In that independent clause, we have a passive-voice construction which consists of a simple subject (the "I" of "I'm"), the copula (the "'m" of "I'm"), and a predicate nominative. The last is a noun phrase modified by a dependent clause in the passive voice. Inverting that clause to active voice gives a construction of the form "people invite X to parties", where X is clearly the object of the transitive verb "invite" (the subject of which is "people", and "to parties" is of course an adverbial prepositional phrase).

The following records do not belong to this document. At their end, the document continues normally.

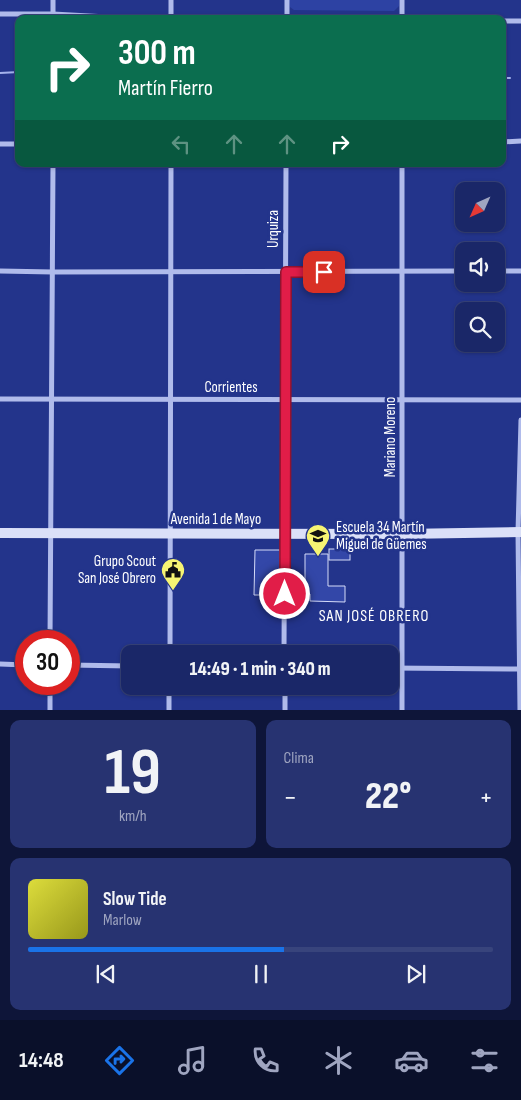 <!DOCTYPE html>
<html lang="es">
<meta charset="utf-8">
<style>
body{margin:0;font-family:"Sofia Sans Condensed",sans-serif;background:#273371;color:#f1f3f6;height:100vh;display:flex;flex-direction:column;font-size:19px;white-space:nowrap}
*{box-sizing:border-box;margin:0}
p{font-size:16px;color:#9fa5c0}
.icon{flex:none;width:28px;height:28px;fill:none;stroke:currentColor;stroke-width:2;stroke-linecap:round;stroke-linejoin:round}
.map{position:relative;height:710px;overflow:hidden}
.panel{display:flex;flex-direction:column;gap:10px;padding:10px;background:#0e1539;flex:1}
.panel>*{flex:none}
.banner{position:absolute;left:15px;top:15px;width:491px;height:152px;border-radius:10px;box-shadow:0 1px 4px #0004,0 0 0 1px #38447c;background:#0b6e4f;color:#fff;overflow:hidden}
.needle{width:32px;rotate:225deg}
.fabs{position:absolute;left:455px;top:182px;display:grid;gap:10px}
.fabs a{display:grid;place-items:center;width:50px;height:50px;border-radius:10px;background:#1a2768;box-shadow:0 1px 4px #0004,0 0 0 1px #38447c;font-size:25px}
.speed{position:absolute;left:15px;top:630px;display:flex;gap:10px;font-size:25px;font-weight:700;text-align:center}
.speed>*{display:grid;place-content:center;width:65px;height:65px;border-radius:50%;background:#1a2768;box-shadow:0 1px 4px #0004,0 0 0 1px #38447c;line-height:1}
.speed .limit{border:8px solid #d22;background:#fff;color:#111}
.pin{position:absolute;display:grid;place-items:center;width:42px;height:42px;color:#fff;margin:-21px;border-radius:10px;box-shadow:0 2px 8px #0006}
.me{position:absolute;width:55px;margin:-28px;rotate:0deg;stroke-linejoin:round;filter:drop-shadow(0 0 4px #0008)}
.turn{display:flex;align-items:center;gap:18px;height:105px;padding:0 20px;font-size:22px}
.turn .icon{width:65px;height:65px;stroke-width:2.5}
.turn b{display:block;font-size:35px;line-height:42px}
.lanes{display:flex;align-items:center;height:48px;padding:0 20px;background:#0003;justify-content:center;gap:25px;direction:ltr}
.lanes .off{opacity:.35}
.big{font-size:38px;font-weight:800;line-height:1.1}
.panel .card{flex:1;display:flex;flex-direction:column;justify-content:center;gap:8px;min-width:0;padding:0 18px;border-radius:10px;background:#273371}
.panel .dial{align-items:center;gap:0}
.dial b{font-size:65px;line-height:1}
.song{display:flex;align-items:center;gap:15px}
.cover{width:60px;height:60px;border-radius:8px;background:linear-gradient(135deg,hsl(60 70% 55%),hsl(60 70% 35%))}
.played{height:5px;border-radius:2px;background:linear-gradient(90deg,#1a73e8 55%,#38447c 55%)}
.keys{display:flex;justify-content:space-around;direction:ltr}
.heat{display:flex;justify-content:space-between;align-items:center;font-size:28px;direction:ltr}
.panel .tiles{flex:1;display:grid;gap:10px;grid-template-columns:1fr 1fr}
.card:last-child{grid-column:span 2}
.trip{position:absolute;left:121px;top:645px;width:278px;height:50px;border-radius:10px;background:#1a2768;box-shadow:0 1px 4px #0004,0 0 0 1px #38447c;font-weight:800;line-height:50px;text-align:center}
.dock{display:flex;height:80px;justify-content:space-around;align-items:center;background:#0a102a;color:#9fa5c0}
.dock .icon{width:35px;height:35px}
.dock .current{color:#1a73e8}
.dock b{font-size:22px;color:#f1f3f6}
.map>svg:first-child{display:block}
</style>
<div class="map">
<svg width="521" height="710" viewBox="0 0 521 710">
<rect width="100%" height="100%" fill="#23348b"/>
<polygon fill="#2d42a3" points="289,0 399,0 399,6 394,11 294,10 290,7"/>
<g fill="none" stroke-linecap="round" stroke-linejoin="round">
<g stroke="#a4b2ec" stroke-width="2">
<polyline points="0,73 19,72"/>
<polyline points="502,78 510,78"/>
</g>
</g>
<g fill="#3347a8" stroke="#d5dbf8">
<rect x="329" y="549" width="21" height="11"/>
<polygon points="255,550 280,550 280,595 254,595"/>
<polygon points="305,554 328,554 328,586 345,586 345,602 310,601 310,594 301,594 301,580 305,580"/>
</g>
<g fill="none" stroke-linecap="round" stroke-linejoin="round">
<g stroke="#b0bbeb" stroke-width="5">
<polyline points="402,0 402,19"/>
<polyline points="0,14 53,14 143,19"/>
<polyline points="53,19 53,0"/>
<polyline points="171,19 171,0"/>
<polyline points="287,19 287,0"/>
<polyline points="502,21 521,21"/>
<polyline points="502,142 521,141"/>
<polyline points="0,144 19,144"/>
<polyline points="0,271 53,272 464,271"/>
<polyline points="496,271 521,271"/>
<polyline points="0,399 521,400"/>
<polyline points="50,641 53,164"/>
<polyline points="170,654 171,164"/>
<polyline points="284,654 286,164"/>
<polyline points="0,664 26,665"/>
<polyline points="69,665 130,666"/>
<polyline points="390,668 521,669"/>
<polyline points="50,684 50,710"/>
<polyline points="285,686 285,710"/>
<polyline points="169,710 169,686"/>
<polyline points="402,710 402,164"/>
<polyline points="520,710 518,532 521,420"/>
</g>
<polyline stroke="#dbe0f8" stroke-width="10" points="0,533 402,534 521,532"/>
</g>
<g fill="none" stroke-linecap="round" stroke-linejoin="round">
<g stroke="#92132f" stroke-width="12">
<polyline id="route" points="285,594 286,272 324,272"/>
</g>
<use href="#route" stroke="#e11d48" stroke-width="9"/>
</g>
<defs>
<g id="school-pin" transform="scale(1.25)"><path d="M0 17L-7.5 6A9.5 9.5 0 1 1 7.5 6Z" fill="#f6f473" stroke="#23348b"/><path d="M0-5L7-2L0 1L-7-2ZM-4 1L0 2.5L4 1V4Q0 6-4 4Z" fill="#111"/></g>
<g id="civic-pin" transform="scale(1.25)"><path d="M0 17L-7.5 6A9.5 9.5 0 1 1 7.5 6Z" fill="#f6f473" stroke="#23348b"/><path d="M-.6-6.5H3V-4.5H.6V-3L4-1V1h2V6H-6V1h2V-1L-.6-3ZM-1.2 2.5V6h2.4V2.5Z" fill="#111"/></g>
</defs>
<g fill-rule="evenodd">
<use href="#school-pin" x="318" y="536"/>
<use href="#civic-pin" x="173" y="570"/>
</g>
<g text-anchor="middle" stroke-width="5" stroke-linejoin="round" paint-order="stroke">
<g font-size="15" fill="#fff" stroke="#23348b">
<text transform="translate(273 229) rotate(-90)" y="5">Urquiza</text>
<text x="231" y="392">Corrientes</text>
<text transform="translate(390 437) rotate(-90)" y="5">Mariano Moreno</text>
<text x="216" y="524">Avenida 1 de Mayo</text>
</g>
<g font-size="15" fill="#fff" stroke="#23348b" text-anchor="start">
<text x="336" y="532">Escuela 34 Martín<tspan x="336" dy="17">Miguel de Güemes</tspan></text>
<text x="156" y="566" text-anchor="end">Grupo Scout<tspan x="156" dy="17">San José Obrero</tspan></text>
</g>
<g font-size="16" letter-spacing="1" fill="#fff" stroke="#23348b">
<text x="374" y="621">SAN JOSÉ OBRERO</text>
</g>
</g>
</svg>
<div class="fabs">
<a><svg class="needle" viewBox="-14 -14 28 28"><path d="M0-13l5 13h-10z" fill="#e53935"/><path d="M0 13l5-13h-10z" fill="#9fa5c0"/></svg></a>
<a><svg class="icon" aria-label="sound" viewBox="0 0 24 24"><path d="M4 9h4l5-4v14l-5-4H4zM17 9q2 3 0 6"/></svg></a>
<a><svg class="icon" aria-label="search" viewBox="0 0 24 24"><circle cx="10" cy="10" r="6"/><path d="M15 15l6 6"/></svg></a>
</div>
<div class="speed"><div class="limit">30</div></div>
<div class="pin" style="left:324px;top:272px;background:#d93025"><svg class="icon" aria-label="arrive" viewBox="0 0 24 24"><path d="M6 21V4h12l-3 4 3 4H6"/></svg></div>
<svg class="me" style="left:285px;top:594px" viewBox="-20 -20 40 40"><circle r="17" fill="#e11d48" stroke="#fff" stroke-width="3"/><path d="M0-11L8 9 0 5-8 9z" fill="#fff"/></svg>
<div class="trip">14:49 · 1 min · 340 m</div>
<div class="banner">
<div class="turn"><svg class="icon" aria-label="right" viewBox="0 0 24 24"><path d="M7 20v-9h11M14 6l5 5-5 5"/></svg><div><b>300 m</b>Martín Fierro</div></div>
<div class="lanes"><svg class="icon off" aria-label="left" viewBox="0 0 24 24"><path d="M17 20v-9H6M10 6l-5 5 5 5"/></svg><svg class="icon off" aria-label="ahead" viewBox="0 0 24 24"><path d="M12 20V5M6 11l6-6 6 6"/></svg><svg class="icon off" aria-label="ahead" viewBox="0 0 24 24"><path d="M12 20V5M6 11l6-6 6 6"/></svg><svg class="icon" aria-label="right" viewBox="0 0 24 24"><path d="M7 20v-9h11M14 6l5 5-5 5"/></svg></div>
</div>
</div>
<section class="panel">
<div class="tiles">
<div class="card dial"><b>19</b><p>km/h</p></div>
<div class="card"><p>Clima</p>
<div class="heat"><a>−</a><b class="big">22°</b><a>+</a></div>
</div>
<div class="card">
<div class="song"><i class="cover"></i><div><b>Slow Tide</b><p>Marlow</p></div></div>
<div class="played"></div>
<div class="keys"><svg class="icon" aria-label="previous" viewBox="0 0 24 24"><path d="M18 5L8 12l10 7zM5 5v14"/></svg><svg class="icon" aria-label="pause" viewBox="0 0 24 24"><path d="M8 5v14M16 5v14"/></svg><svg class="icon" aria-label="next" viewBox="0 0 24 24"><path d="M6 5l10 7-10 7zM19 5v14"/></svg></div>
</div>
</div>
</section>
<nav class="dock">
<b>14:48</b>
<svg class="icon current" aria-label="directions" viewBox="0 0 24 24"><path d="M12 3l9 9-9 9-9-9zM9 14v-3h6M13 9l2 2-2 2"/></svg>
<svg class="icon" aria-label="music" viewBox="0 0 24 24"><path d="M9 18V5l10-2v13"/><circle cx="6" cy="18" r="3"/><circle cx="16" cy="16" r="3"/></svg>
<svg class="icon" aria-label="phone" viewBox="0 0 24 24"><path d="M5 4h4l2 5-3 2q2 4 5 5l2-3 5 2v4C11 20 4 13 5 4z"/></svg>
<svg class="icon" aria-label="climate" viewBox="0 0 24 24"><path d="M12 3v18M4 7l16 10M4 17L20 7"/></svg>
<svg class="icon" aria-label="car" viewBox="0 0 24 24"><path d="M5 17H2v-5l4-1 3-4h7l3 4 3 1v5h-3M9 17h6M6 11h13"/><circle cx="7" cy="17" r="2"/><circle cx="17" cy="17" r="2"/></svg>
<svg class="icon" aria-label="filters" viewBox="0 0 24 24"><path d="M4 7h16M4 17h16"/><circle cx="9" cy="7" r="2"/><circle cx="15" cy="17" r="2"/></svg>
</nav>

That should clarify the role of the remaining phrase "the sort of person": it is the object of "invite". And "whom" is the relative pronoun introducing that adjectival dependent clause. Its antecedent is "the sort of person", which per above is the object of "invite", and thus that relative pronoun should be1 in the objective case.
As it is.2
(I'd provide a diagram of the sentence showing the parse, but it'd be a pain to do in ASCII and the Reg doesn't do preformatted-text well. I'll leave it as an exercise for the reader.)
1"should be" in a weak sense of "is preferred by those who care about such things", under a so-called "scientific" view of usage that wants speakers to maintain parallel grammatical constructions with consistent case, number, and so on, and relies on the traditional-preferred interpretation of particular words having particular grammatical case, etc. Prescriptivism is a religion I do not endorse.
2And they said three degrees in English was a waste of time.